Comment 12 Mickael LANOE CLA 2015-03-20 05:58:20 EDT
Here below are unused map entries (EClass) for which no code requested inverse references for this big modeling projects:

https://github.com/cbrun/org.eclipse.ecoretools.performance/tree/master/plugins/org.eclipse.emf.ecoretools.design.tests.perf/projects/reverse-sirius-10times

Unused map entries sorted by number of references:

org.eclipse.sirius.diagram.description.AdditionalLayer <- 21484 refs
org.eclipse.sirius.diagram.description.NodeMapping <- 13013 refs
org.eclipse.sirius.diagram.description.DiagramDescription <- 10743 refs
org.eclipse.sirius.diagram.description.Layer <- 10742 refs
org.eclipse.sirius.diagram.description.style.WorkspaceImageDescription <- 10739 refs
org.eclipse.sirius.diagram.description.style.BundledImageDescription <- 2262 refs
org.eclipse.sirius.diagram.description.ContainerMapping <- 696 refs
org.eclipse.sirius.diagram.description.style.FlatContainerStyleDescription <- 653 refs
org.eclipse.sirius.viewpoint.description.SemanticBasedDecoration <- 605 refs
org.eclipse.sirius.diagram.description.style.EdgeStyleDescription <- 471 refs
org.eclipse.sirius.diagram.description.EdgeMapping <- 467 refs
org.eclipse.sirius.viewpoint.description.SystemColor <- 90 refs
org.eclipse.sirius.viewpoint.description.UserFixedColor <- 24 refs
org.eclipse.sirius.diagram.description.tool.DirectEditLabel <- 15 refs
org.eclipse.sirius.diagram.description.tool.ContainerDropDescription <- 11 refs
org.eclipse.sirius.diagram.description.style.CenterLabelStyleDescription <- 6 refs
org.eclipse.sirius.diagram.description.tool.DeleteElementDescription <- 3 refs
org.eclipse.sirius.table.metamodel.table.description.ElementColumnMapping <- 3 refs
org.eclipse.sirius.table.metamodel.table.description.CrossTableDescription <- 2 refs
org.eclipse.sirius.table.metamodel.table.description.FeatureColumnMapping <- 2 refs
org.eclipse.sirius.viewpoint.description.tool.PasteDescription <- 2 refs
org.eclipse.sirius.viewpoint.description.style.LabelBorderStyleDescription <- 2 refs
org.eclipse.sirius.diagram.description.style.BeginLabelStyleDescription <- 2 refs
org.eclipse.sirius.viewpoint.description.Viewpoint <- 2 refs
org.eclipse.sirius.table.metamodel.table.description.EditionTableDescription <- 2 refs
org.eclipse.sirius.table.metamodel.table.description.IntersectionMapping <- 2 refs
org.eclipse.sirius.viewpoint.DRepresentationContainer <- 2 refs
org.eclipse.sirius.viewpoint.description.SytemColorsPalette <- 1 refs

28 map entries and 72046 references to these entries are stored and unused in the cross referencer for this big modeling project.

Warning: the trace available here https://bugs.eclipse.org/bugs/attachment.cgi?id=251731 was used to determine that an entry is used or not. 
This trace was generated from Sirius automated tests which offers a good code coverage, but does not guarantee that an entry will never be used.
Comment 13 Pierre-Charles David CLA 2015-04-20 09:13:01 EDT
More measures and analyses would be required to evaluate precisely the effective gain we can expect.
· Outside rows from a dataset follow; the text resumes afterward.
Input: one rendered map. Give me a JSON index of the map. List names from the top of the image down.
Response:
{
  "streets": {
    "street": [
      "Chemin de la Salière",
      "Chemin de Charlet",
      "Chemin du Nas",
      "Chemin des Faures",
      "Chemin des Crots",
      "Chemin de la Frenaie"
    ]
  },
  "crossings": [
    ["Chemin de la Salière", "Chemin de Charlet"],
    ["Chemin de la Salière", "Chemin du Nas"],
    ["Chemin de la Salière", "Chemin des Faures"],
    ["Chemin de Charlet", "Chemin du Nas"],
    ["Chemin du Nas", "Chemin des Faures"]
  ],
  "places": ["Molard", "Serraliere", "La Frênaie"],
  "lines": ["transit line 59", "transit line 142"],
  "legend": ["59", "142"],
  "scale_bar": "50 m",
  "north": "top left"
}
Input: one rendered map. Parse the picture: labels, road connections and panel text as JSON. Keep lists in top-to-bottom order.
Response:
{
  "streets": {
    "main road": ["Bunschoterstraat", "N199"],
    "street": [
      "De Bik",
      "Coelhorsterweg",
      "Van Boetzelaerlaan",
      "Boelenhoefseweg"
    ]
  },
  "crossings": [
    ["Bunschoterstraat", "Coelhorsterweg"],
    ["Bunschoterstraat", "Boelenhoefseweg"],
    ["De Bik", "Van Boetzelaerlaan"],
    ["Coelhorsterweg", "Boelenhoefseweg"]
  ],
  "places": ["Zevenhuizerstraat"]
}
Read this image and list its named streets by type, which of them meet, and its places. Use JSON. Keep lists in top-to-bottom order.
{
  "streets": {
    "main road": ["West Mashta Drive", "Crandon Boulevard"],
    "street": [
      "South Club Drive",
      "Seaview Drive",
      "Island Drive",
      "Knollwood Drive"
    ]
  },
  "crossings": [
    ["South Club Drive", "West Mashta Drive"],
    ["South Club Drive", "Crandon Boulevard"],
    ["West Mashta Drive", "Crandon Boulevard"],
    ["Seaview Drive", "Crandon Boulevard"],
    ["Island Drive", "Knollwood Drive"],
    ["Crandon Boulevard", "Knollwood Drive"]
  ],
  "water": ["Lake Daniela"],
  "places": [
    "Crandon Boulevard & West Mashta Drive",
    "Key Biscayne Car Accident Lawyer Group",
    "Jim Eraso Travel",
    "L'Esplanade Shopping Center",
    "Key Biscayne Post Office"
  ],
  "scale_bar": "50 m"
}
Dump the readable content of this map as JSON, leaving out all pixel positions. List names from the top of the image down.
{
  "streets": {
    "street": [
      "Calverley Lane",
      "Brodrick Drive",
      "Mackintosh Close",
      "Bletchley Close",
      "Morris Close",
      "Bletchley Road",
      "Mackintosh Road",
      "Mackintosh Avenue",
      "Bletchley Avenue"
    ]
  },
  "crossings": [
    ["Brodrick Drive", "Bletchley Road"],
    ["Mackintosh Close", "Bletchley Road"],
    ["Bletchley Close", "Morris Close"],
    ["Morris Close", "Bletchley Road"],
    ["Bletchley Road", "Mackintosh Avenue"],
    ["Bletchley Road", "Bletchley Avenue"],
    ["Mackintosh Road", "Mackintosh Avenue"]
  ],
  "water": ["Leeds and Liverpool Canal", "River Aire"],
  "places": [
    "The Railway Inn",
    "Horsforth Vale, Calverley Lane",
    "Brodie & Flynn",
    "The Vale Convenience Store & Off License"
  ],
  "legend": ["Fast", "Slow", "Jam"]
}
We would also need to add an "compatibility mode" for existing client code which may assume that the cross-referencer from Sirius indexes everything. Moving to 3.1.
Comment 14 Pierre-Charles David CLA 2015-04-29 11:06:11 EDT
FWIW, the patch used to produce the traces attached in comment 4 is at https://git.eclipse.org/r/#/c/46679/
Comment 15 Pierre-Charles David CLA 2015-06-23 10:07:01 EDT
From the initial work on this, the benefits look less important than expected, so moving defering to later with reduced priority.
Comment 16 Pierre-Charles David CLA 2015-12-15 04:11:01 EST
Moving out of the 4.0 scope for now, along with all the other issues which were there "by default". This does not mean some of these will not be re-integrated at some point, but for now these issues are not part of the roadmap for 4.0.

If you feel strongly about this removal from 4.0 and/or are ready to sponsor the corresponding work, feel free to comment.